Vaccine mandate rules are coming ‘shortly,’ Biden says
In a speech saluting employers who've voluntarily required COVID-19 vaccinations, the president said his administration is close to having the specifics of compliance spelled out.
Foodservice operators and other employers are about to learn the particulars of President Biden’s historic mandate that staffers be vaccinated against COVID-19 if they work for companies employing at least 100 people, the chief executive said Thursday.
“The Labor Department is going to shortly issue an emergency rule—which I asked for several weeks ago,” Biden volunteered during a prepared speech at a construction site in the Chicago suburb of Elk Grove, Ill.

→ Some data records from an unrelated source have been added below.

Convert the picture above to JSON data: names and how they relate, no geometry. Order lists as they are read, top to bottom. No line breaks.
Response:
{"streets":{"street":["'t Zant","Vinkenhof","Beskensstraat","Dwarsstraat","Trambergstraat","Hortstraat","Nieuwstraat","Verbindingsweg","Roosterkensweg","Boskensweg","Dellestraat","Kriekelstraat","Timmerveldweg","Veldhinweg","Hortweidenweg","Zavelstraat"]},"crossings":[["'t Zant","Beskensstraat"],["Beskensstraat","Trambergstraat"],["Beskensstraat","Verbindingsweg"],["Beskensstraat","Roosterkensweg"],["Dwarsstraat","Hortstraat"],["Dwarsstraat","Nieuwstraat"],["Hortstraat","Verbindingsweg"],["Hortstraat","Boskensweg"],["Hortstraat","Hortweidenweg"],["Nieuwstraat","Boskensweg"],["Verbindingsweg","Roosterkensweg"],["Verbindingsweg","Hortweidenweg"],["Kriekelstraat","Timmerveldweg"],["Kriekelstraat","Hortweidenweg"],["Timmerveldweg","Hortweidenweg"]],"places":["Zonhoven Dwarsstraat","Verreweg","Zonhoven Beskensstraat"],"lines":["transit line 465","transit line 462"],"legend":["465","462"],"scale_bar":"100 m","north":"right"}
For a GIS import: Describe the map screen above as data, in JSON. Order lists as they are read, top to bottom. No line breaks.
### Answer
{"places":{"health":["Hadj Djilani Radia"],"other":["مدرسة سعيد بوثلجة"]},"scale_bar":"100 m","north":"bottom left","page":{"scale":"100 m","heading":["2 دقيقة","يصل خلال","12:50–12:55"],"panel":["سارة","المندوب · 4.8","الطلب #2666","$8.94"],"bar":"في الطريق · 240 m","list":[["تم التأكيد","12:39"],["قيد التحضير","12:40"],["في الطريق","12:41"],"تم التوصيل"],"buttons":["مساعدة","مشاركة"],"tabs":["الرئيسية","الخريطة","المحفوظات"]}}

But he stopped short of revealing an exact time frame for the release of specific rules and obligations by the Occupational Hazard & Safety Administration (OSHA), the Labor Department agency that will enforce the requirement.
Political pundits warned that the president may have been optimistic in saying the responsibilities of all stakeholders should be spelled out “shortly.” They note that drafting any sort of rule usually takes OSHA months to finalize.
Biden announced the requirement in a televised address to the nation on Sept. 9. At the time, he mentioned that employees could alternatively provide proof every week that they’d tested negative for COVID-19. But few other specifics were aired at the time.
The blockbuster announcement raised a slew of questions for employers as well as employees: Will part-timers count toward the 100-employee threshold, or does that benchmark apply solely to full-time equivalents? How is the threshold applied to chains? Is the worker count generated per location, or by the whole system? And what happens in Florida and Texas, where vaccine mandates are expressly banned?
Penalties and the enforcement logistics have also not been revealed.
Biden provided no answers during his speech in Elk Grove. Rather, he used the presentation to reaffirm his belief that vaccine mandates are needed to pull the country out of the pandemic.
“I’ve tried everything in my power to get people vaccinated,” the president said. “But even after all those efforts, we still had more than a quarter of people in the United States who were eligible for vaccinations but didn’t get the shot.”
The mandate would apply to about 100 million Americans, or two-thirds of the nation’s total workforce, greatly shrinking the number of Americans who have declined to roll up their sleeves, Biden stressed.
Plus, he added, mandates work. He cited the example of United Airlines, whose CEO, Scott Kirby, was in attendance. Before the carrier imposed a vaccine mandate on its employees, about 67,000 of the workers had not been inoculated. Facing the prospect of getting shots or losing work, 66,800 of the hesitators opted for the vaccines.
“Folks, vaccination requirements work,” Biden said.
He encouraged all private-sector companies to voluntarily impose a vaccine mandate until the federal requirement is in place.